VMware continues virtual desktop push with Intel
VMware looks to put virtualisation on 'thick clients' with the help of Intel's vPro.


VMware is continuing its virtual desktop push, this time adding Intel as a partner as it announces a new client hypervisor.
VMware added a new Client Virtualisation Platform to its View desktop virtualisation lineup. CVP is a bare-metal hypervisor, which will sit on desktops and notebooks running Intel's vPro, a feature of its virtualisation-optimised laptop chipsets.
The setup takes the idea of virtual desktops and applies it not just to thin client terminals, but to so-called "thick clients" those devices called computers and laptops we use every day.
The idea is that everyone in a firm would access their own "desktop" image from any device be it a thin client terminal, laptop out of the office, or even "an internet caf in Guatamala," chief executive Paul Maritz explained.
Maritz told attendees of the VMworld Europe conference in Cannes today that its about time companies learned to provision users, not devices. "As an industry, we've got this backwards," he said. "This is really about users people stay, devices come and go."
Not only does client virtualisation let users pick their own device, it means IT admins can manage just a handful of user templates, upgrading and patching to a much smaller number than the entire client estate.
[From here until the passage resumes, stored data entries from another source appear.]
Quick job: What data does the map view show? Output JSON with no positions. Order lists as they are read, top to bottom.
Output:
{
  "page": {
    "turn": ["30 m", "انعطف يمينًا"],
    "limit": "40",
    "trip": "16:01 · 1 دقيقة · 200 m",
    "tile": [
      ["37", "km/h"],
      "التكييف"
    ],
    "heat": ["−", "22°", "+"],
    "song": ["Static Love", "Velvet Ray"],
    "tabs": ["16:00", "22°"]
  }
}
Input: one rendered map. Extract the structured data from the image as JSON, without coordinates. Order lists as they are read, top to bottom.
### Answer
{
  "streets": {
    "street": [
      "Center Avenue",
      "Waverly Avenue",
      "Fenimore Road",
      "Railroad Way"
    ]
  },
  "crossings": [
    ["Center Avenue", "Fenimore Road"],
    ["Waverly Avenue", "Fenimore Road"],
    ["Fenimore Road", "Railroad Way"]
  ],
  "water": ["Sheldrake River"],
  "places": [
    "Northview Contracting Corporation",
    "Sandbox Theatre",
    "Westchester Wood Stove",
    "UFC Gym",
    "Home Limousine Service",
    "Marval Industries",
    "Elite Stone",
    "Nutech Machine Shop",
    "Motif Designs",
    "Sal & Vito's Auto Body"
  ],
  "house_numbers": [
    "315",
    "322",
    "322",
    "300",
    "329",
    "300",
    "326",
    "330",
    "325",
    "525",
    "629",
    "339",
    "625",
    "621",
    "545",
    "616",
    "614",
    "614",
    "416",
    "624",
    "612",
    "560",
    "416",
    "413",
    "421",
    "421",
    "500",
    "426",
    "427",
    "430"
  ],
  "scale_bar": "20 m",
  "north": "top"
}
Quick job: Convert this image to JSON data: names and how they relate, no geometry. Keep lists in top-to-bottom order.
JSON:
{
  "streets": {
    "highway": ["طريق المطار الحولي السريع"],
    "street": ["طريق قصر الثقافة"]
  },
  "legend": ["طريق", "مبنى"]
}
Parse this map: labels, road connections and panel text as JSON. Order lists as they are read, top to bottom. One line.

While the system works in theory on any device, the use of Intel's vPro system lets managers update PCs even if the computer is shutdown.
Such virtualisation also means users can work online or offline, as the desktop image all the applications and data, as well as operating system associated with that user is downloaded to the computer. When the user reconnects, whether it's after getting off a plane or after several weeks, the image syncs to the server and updates the central system of any changes.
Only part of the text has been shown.